Dambudzo Marechera was born today in 1952 and grew up to be one of Zimbabwe’s celebrated authors.
His short story collection, House of Hunger, was critically acclaimed when it came out in 1978. He had written it when he was homeless and living in the streets of Port Meadow.
But how did he end up here?
Marechera was born to Isaac and Masvotwa Venenzia Marechera, a mortuary attendant and maid respectively in Rusape in Zimbabwe. Born into poverty, Marechera was a gifted student, who loved reading and was always the top of his class.
After his father died, his mother turned to prostitution to keep Marechera and his siblings in school. Marechera’s dad died in a hit-and-run, but Marechera had two versions of his death: that his father was hit by a train and that he had come home with a knife sticking on his back.
He attended the St. Augustine’s Mission school, where he clashed with teachers over the colonial content of the syllabus. St. Augustine was one of the schools that accepted black students but had a majority of white teachers. The school tried its best to keep the students away from the racial tension in the country.
Marechera would later get a scholarship to the University of Zimbabwe (then University of Rhodesia), where the reality of racism and colonialism was not hidden. He would take part in a student’s protest over the wages of black staff and get expelled in 1973.
In 1974, he earned a scholarship to New College, Oxford. He was shocked at how life in England was, and the loneliness and alienation in the country drove him to alcohol. Not only did he start cutting classes, he also ended up in fights. When things became too riotous- he allegedly tried to burn down his residence hall and the college asked him to either get psychiatric help or get expelled. He chose expulsion. That was in 1976.
It is believed that the aftermath of the expulsion pushed him to write House of Hunger, which was then published by the Heinemann African Writers Series in December 1978. He earned the prestigious Guardian First Book Award, making him the first and only African to win the Prize.
His disruptive behaviour continued as he kept on drinking. He became depressed, and his second book, Black Sunlight was evidence of this and the paranoia he was experiencing.
He went back home to Zimbabwe in 1981 with the plan to create a film of his book House of Hunger. He, however, fell out with the producer, resulting in the cancellation of the contract and his expulsion from a high-end hotel the production company had booked for him.

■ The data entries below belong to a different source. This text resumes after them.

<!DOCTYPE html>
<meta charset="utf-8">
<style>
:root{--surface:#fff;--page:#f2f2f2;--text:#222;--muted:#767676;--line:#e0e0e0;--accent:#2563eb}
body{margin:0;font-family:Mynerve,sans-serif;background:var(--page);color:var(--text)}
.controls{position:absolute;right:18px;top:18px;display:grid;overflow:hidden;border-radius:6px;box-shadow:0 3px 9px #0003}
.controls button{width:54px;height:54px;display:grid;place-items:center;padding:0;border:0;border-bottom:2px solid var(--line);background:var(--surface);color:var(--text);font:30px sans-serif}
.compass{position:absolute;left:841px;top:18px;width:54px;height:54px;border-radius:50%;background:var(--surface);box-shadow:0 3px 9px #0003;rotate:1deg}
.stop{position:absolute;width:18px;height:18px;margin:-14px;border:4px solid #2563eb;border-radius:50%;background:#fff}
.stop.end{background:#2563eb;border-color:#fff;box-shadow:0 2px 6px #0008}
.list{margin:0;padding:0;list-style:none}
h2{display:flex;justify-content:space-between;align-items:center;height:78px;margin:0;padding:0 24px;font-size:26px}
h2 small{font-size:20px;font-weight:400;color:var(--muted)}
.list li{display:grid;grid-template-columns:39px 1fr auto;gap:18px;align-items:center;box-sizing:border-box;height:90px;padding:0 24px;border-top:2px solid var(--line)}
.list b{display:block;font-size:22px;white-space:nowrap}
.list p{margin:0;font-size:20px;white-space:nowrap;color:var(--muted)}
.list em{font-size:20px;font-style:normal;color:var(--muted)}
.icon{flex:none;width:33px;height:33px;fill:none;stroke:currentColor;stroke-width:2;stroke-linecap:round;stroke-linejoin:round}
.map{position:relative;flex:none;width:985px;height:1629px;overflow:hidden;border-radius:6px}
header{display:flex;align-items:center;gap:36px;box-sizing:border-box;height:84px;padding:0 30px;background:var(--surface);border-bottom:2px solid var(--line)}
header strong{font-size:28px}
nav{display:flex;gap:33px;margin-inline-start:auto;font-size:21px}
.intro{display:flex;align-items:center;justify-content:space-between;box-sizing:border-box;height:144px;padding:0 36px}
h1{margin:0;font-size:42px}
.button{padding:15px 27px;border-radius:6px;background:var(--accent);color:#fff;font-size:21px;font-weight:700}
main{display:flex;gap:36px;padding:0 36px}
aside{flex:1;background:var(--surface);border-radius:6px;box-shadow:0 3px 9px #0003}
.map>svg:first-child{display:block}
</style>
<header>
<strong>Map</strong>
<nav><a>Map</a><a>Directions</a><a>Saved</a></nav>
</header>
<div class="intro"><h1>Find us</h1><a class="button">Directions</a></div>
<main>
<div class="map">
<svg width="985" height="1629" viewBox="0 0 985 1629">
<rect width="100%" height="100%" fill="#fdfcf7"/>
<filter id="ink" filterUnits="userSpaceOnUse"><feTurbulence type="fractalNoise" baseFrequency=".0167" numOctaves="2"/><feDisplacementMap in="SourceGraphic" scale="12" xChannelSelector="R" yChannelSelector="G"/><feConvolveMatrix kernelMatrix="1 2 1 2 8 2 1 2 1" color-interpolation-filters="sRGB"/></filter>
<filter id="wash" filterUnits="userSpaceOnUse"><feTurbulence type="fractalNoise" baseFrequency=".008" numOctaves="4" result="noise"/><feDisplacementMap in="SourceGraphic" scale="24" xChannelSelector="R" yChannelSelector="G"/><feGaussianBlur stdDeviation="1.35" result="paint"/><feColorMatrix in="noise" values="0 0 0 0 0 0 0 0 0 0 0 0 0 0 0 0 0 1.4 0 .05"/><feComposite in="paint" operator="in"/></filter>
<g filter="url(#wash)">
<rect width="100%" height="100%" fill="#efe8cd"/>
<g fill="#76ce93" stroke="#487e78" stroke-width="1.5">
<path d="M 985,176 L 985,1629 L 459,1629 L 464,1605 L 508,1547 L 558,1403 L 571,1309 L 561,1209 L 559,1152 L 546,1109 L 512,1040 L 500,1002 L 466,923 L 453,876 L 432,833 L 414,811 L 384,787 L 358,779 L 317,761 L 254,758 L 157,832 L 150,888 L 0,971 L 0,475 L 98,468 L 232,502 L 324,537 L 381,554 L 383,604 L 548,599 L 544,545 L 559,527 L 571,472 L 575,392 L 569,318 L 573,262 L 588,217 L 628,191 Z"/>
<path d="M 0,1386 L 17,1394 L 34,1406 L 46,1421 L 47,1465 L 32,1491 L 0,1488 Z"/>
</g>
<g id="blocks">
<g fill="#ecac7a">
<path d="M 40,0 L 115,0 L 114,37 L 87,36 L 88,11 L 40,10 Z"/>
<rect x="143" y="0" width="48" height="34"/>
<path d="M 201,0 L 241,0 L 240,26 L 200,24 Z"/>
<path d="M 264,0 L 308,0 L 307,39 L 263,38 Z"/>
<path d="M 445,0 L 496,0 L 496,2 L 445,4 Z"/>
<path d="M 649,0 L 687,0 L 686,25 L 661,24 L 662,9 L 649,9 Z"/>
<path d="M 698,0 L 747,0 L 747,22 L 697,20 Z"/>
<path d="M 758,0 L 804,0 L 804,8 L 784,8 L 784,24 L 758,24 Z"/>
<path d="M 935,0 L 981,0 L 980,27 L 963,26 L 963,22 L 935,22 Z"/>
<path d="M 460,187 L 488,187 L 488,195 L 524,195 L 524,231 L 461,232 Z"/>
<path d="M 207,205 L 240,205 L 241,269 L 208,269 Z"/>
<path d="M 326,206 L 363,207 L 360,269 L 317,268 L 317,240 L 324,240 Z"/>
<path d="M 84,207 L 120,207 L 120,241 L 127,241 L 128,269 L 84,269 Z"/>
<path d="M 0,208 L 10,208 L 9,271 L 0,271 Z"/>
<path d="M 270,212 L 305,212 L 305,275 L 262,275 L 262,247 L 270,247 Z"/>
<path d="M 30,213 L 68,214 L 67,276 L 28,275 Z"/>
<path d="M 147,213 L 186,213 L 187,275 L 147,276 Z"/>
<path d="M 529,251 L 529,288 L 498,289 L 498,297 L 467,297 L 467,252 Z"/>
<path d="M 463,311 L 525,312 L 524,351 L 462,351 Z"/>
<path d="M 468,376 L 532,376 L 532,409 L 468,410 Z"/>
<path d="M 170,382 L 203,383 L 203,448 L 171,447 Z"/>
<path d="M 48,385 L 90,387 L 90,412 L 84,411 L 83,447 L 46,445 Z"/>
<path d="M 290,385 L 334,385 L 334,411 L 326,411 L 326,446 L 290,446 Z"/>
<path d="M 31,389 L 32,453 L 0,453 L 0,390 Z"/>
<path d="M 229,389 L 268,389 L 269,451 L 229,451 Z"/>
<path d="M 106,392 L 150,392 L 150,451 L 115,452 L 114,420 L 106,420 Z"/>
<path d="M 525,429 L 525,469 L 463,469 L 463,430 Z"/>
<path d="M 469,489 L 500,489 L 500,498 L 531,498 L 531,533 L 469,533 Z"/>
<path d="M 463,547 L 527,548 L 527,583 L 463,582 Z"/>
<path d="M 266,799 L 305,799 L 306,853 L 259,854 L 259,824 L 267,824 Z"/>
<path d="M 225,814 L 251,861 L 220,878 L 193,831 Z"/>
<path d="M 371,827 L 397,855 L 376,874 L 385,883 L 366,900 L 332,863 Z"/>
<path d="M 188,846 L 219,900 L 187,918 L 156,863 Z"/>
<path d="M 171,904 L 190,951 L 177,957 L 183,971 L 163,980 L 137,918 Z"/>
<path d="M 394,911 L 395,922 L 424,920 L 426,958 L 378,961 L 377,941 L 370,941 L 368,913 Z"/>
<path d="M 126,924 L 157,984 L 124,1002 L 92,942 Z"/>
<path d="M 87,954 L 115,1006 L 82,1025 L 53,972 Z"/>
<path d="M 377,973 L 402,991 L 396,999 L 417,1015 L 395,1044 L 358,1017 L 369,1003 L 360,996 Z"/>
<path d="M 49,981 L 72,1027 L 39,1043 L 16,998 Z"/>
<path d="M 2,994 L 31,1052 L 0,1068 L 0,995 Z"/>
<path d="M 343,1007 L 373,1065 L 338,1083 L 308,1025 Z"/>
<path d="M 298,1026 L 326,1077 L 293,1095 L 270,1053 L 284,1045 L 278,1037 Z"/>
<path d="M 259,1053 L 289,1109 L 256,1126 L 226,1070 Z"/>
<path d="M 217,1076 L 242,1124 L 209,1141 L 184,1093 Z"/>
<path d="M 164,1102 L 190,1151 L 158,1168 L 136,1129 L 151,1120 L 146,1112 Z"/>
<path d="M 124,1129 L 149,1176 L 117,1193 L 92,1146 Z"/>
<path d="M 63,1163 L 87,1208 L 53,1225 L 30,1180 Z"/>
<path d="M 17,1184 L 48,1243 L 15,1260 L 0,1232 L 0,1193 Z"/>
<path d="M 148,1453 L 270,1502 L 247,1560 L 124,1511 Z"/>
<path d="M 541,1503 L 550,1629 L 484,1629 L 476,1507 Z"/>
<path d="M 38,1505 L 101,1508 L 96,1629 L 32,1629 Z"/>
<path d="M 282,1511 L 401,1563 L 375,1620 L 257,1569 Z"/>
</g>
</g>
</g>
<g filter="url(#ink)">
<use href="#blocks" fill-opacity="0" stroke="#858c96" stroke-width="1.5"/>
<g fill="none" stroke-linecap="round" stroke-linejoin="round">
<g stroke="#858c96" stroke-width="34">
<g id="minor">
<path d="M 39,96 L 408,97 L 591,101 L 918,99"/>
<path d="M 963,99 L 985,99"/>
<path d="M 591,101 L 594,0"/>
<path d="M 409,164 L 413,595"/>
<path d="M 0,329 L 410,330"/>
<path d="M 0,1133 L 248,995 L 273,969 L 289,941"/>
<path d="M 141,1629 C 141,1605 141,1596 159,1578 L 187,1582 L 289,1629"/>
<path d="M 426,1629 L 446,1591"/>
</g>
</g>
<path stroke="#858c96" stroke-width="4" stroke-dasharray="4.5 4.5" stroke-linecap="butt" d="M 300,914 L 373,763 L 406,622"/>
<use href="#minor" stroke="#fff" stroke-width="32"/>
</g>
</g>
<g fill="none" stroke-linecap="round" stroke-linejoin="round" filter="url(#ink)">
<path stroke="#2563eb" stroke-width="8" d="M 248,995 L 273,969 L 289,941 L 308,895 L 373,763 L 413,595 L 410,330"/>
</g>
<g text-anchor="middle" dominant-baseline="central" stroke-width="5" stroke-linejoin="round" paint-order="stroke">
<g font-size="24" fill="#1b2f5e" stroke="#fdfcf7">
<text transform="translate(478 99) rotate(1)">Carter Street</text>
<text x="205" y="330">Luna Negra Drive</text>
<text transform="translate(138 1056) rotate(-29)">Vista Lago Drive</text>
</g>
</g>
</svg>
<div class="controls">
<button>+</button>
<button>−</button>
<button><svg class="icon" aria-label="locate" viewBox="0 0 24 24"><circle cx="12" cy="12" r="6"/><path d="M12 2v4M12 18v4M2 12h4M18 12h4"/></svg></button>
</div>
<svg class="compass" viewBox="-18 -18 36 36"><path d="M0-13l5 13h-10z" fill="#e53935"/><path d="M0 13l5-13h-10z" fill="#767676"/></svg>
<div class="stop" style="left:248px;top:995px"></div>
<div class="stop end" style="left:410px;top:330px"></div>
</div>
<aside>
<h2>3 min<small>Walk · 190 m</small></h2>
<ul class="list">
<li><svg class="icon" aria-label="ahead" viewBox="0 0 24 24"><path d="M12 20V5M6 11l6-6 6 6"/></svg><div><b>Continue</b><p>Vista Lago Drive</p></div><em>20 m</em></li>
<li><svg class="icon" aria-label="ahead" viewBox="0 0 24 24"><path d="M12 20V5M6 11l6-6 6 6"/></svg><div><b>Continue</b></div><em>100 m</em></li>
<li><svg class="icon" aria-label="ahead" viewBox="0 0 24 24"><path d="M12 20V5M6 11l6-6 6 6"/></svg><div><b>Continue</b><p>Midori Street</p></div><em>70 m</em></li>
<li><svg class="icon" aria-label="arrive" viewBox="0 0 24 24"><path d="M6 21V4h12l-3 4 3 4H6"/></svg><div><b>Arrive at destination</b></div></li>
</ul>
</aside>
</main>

The next five years in the country were filled with disappointment and disillusionment. Zimbabwe was now under a black-majority rule but things remained the same.
“Our revolution has only changed life for the new black middle class, those who got degrees overseas during the struggle . . . for those who committed themselves to become fighters. . . . Most of them are now unemployed and live on the streets.”- he said.
Throughout the years, he continued drinking, spending most of the money he earned from readings on alcohol. According to Flora Veit-Wild, Marechera’s lover who captured his turbulent life, she found Marechera sick in his house. After a visit to a doctor, she was informed that Marechera had HIV.
She writes:
A couple of days later, Nick [the family doctor] asks me to come and see him. He knows that Dambudzo does not want to have anything to do with his relatives, so he discloses the news to me, whom he regards as his closest friend. ‘Dambudzo has AIDS,’ he tells me, ‘HIV-related pneumonia. One cannot tell how long he is going to live.’
The news set me into a state of panic. Three weeks later I get my test results: I am HIV positive.
Marechera would leave the hospital for a while but end right back after Veit-Wild finds him ‘feverish, dehydrated, out of breath’ in his flat. He dies two days later on August 15, 1987.
The author became a Zimbabwe cult icon and public figure.